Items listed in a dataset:
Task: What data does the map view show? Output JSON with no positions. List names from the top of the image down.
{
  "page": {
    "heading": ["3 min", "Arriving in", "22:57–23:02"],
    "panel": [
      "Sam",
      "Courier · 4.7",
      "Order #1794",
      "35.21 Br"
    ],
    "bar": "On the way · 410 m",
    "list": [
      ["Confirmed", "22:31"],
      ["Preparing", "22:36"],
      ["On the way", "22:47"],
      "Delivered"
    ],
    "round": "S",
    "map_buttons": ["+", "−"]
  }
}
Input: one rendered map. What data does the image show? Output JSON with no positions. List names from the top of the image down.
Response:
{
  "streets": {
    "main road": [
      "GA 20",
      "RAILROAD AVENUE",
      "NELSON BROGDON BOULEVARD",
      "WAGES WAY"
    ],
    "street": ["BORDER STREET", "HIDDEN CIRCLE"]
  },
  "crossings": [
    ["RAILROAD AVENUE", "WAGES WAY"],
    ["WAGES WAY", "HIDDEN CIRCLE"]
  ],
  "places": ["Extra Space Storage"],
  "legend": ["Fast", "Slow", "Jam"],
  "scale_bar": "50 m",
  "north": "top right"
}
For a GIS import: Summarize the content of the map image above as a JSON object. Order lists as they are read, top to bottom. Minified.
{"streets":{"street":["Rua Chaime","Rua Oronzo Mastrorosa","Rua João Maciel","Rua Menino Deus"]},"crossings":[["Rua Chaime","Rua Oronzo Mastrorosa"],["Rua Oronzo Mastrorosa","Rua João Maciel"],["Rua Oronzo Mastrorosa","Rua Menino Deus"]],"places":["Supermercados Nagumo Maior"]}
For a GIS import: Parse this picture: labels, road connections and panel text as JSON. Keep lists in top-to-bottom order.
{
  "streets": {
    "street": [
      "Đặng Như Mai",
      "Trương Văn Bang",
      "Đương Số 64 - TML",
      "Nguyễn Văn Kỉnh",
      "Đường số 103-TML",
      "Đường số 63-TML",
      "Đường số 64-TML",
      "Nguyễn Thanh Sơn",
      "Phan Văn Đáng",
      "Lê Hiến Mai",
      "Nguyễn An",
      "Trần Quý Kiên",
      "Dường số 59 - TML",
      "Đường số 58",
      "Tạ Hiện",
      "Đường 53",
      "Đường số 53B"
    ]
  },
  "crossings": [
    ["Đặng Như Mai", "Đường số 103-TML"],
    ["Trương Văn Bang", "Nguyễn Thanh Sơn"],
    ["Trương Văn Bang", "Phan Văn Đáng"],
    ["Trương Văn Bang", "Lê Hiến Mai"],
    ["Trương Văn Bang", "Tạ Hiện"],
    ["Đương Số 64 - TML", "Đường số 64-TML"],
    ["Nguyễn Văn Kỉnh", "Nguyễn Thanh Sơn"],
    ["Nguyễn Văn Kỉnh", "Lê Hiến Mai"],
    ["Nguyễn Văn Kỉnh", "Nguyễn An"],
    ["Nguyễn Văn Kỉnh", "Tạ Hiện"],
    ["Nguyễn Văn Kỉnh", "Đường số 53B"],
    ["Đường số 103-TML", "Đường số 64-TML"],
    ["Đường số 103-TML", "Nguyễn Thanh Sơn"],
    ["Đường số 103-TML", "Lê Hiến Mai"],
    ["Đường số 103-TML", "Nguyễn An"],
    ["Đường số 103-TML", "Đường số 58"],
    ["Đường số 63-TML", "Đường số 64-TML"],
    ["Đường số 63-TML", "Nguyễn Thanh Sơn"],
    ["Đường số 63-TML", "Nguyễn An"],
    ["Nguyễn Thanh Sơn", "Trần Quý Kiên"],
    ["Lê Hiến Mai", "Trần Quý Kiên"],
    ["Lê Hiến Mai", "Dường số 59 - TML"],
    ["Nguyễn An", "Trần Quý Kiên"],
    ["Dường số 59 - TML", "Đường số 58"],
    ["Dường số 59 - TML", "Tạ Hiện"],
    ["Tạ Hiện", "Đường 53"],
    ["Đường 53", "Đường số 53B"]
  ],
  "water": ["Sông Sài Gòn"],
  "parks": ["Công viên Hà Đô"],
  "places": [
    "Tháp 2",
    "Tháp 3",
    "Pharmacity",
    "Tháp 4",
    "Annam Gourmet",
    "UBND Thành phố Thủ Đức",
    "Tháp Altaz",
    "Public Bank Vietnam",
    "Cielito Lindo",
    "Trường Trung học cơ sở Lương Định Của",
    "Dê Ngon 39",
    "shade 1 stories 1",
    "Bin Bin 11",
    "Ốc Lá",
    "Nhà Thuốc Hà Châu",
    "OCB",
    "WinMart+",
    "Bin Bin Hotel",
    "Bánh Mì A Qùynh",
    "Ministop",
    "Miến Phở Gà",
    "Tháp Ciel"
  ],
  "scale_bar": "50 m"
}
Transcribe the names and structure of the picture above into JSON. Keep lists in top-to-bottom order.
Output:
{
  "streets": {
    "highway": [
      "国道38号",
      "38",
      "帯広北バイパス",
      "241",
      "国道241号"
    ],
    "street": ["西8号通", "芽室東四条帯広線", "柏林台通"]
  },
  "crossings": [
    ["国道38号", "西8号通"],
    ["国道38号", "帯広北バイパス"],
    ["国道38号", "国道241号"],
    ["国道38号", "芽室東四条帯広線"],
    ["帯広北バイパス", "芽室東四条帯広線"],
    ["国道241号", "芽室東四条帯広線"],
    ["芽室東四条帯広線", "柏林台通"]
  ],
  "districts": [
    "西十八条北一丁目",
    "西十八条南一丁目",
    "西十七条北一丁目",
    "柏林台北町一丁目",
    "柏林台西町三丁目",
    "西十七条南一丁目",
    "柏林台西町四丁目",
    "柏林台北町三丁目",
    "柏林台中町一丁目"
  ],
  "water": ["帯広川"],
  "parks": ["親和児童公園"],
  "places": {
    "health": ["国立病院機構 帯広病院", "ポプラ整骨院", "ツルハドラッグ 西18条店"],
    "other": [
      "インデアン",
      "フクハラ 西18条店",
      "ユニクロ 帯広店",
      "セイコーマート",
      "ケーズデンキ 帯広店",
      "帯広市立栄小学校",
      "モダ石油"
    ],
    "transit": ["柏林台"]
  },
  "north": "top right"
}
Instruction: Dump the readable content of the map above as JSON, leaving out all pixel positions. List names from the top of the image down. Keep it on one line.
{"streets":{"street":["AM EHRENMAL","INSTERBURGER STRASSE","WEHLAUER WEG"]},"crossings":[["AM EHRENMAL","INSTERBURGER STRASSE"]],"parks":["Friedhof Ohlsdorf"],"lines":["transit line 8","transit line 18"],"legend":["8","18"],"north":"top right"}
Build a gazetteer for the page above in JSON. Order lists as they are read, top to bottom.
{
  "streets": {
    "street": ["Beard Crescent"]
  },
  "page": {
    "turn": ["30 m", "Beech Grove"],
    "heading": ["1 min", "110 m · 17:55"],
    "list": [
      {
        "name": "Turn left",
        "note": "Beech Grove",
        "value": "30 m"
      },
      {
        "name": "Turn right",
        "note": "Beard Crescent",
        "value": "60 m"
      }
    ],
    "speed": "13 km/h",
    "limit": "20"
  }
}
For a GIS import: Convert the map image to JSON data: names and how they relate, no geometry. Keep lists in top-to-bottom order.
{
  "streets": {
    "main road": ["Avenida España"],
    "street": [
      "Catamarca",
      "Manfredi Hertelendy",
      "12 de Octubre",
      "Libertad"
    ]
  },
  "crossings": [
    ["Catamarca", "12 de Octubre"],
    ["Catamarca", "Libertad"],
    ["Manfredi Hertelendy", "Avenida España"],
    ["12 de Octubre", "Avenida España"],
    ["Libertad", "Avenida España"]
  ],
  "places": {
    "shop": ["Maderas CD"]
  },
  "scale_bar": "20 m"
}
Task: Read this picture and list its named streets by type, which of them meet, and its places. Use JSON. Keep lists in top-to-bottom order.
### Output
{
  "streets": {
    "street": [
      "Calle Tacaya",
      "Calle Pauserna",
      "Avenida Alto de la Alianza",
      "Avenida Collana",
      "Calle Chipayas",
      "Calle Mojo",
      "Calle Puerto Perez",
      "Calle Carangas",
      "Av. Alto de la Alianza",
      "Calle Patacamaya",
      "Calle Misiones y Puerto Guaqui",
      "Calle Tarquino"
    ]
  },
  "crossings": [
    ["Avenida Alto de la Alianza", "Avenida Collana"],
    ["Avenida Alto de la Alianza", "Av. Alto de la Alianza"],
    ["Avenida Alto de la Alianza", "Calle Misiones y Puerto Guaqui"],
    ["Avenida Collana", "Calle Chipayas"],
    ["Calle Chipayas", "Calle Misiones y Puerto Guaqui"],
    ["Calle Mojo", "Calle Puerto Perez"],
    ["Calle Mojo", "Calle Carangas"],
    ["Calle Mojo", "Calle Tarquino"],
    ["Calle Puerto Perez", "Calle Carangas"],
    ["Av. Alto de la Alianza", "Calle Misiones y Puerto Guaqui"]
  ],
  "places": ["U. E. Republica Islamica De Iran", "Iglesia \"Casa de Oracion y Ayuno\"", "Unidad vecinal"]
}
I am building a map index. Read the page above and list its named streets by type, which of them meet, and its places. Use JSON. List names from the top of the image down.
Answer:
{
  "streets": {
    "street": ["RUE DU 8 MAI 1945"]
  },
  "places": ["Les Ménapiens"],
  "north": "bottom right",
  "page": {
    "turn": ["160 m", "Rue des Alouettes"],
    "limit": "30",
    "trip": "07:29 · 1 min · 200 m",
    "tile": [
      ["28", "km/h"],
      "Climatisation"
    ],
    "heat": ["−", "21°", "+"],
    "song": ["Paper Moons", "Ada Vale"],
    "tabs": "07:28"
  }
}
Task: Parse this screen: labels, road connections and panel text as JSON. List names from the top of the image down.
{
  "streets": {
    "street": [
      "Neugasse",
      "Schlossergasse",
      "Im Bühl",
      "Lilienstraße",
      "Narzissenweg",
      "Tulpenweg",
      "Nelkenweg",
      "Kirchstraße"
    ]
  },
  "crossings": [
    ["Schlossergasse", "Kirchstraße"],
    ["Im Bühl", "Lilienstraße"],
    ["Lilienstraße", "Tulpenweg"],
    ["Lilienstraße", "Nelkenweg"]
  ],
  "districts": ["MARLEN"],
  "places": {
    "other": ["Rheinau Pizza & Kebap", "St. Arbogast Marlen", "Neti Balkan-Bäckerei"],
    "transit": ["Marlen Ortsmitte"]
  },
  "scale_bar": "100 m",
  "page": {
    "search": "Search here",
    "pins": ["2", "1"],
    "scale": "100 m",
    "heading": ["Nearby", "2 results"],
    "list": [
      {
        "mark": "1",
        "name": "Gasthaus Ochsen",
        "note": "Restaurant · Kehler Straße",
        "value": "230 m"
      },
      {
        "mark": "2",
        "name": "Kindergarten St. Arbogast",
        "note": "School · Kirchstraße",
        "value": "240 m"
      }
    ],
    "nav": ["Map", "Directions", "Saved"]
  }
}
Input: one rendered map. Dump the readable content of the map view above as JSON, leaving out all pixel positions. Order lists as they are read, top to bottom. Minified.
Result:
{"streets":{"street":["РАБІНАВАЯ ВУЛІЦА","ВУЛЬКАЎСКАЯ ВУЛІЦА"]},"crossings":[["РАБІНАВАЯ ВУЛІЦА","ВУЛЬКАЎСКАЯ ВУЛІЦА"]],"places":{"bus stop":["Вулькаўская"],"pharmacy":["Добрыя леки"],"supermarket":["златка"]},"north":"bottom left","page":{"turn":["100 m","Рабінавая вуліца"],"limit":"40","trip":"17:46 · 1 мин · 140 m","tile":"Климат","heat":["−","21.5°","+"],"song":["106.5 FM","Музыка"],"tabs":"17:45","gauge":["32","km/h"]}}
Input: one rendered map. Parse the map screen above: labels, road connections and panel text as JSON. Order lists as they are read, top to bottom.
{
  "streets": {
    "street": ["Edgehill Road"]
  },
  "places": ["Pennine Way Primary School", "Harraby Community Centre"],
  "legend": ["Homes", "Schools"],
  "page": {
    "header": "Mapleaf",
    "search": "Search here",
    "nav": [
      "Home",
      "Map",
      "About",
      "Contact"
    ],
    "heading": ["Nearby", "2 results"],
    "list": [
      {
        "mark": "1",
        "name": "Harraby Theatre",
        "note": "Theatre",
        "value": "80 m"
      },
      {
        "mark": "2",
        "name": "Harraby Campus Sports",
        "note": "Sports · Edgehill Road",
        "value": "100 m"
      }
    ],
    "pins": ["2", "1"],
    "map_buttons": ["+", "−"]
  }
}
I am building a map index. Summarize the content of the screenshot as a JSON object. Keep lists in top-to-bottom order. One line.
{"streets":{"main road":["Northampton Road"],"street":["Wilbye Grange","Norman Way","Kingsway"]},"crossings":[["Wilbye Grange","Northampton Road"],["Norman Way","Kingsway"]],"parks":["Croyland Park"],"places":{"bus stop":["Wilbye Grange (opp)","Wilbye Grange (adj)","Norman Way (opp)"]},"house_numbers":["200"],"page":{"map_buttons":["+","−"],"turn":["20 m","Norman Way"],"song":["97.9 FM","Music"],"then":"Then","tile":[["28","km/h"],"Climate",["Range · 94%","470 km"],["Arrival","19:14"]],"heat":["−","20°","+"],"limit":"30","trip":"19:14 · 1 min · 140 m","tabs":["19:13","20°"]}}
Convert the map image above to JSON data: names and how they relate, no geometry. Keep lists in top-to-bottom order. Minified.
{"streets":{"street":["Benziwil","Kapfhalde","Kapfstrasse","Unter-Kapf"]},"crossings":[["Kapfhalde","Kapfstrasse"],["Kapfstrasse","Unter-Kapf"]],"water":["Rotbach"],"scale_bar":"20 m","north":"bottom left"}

#### WHAT YOU ARE ASKED TO DO
How many of the lines above include the word "which"? Give that number without comment.

#### RESPONSE BELOW
2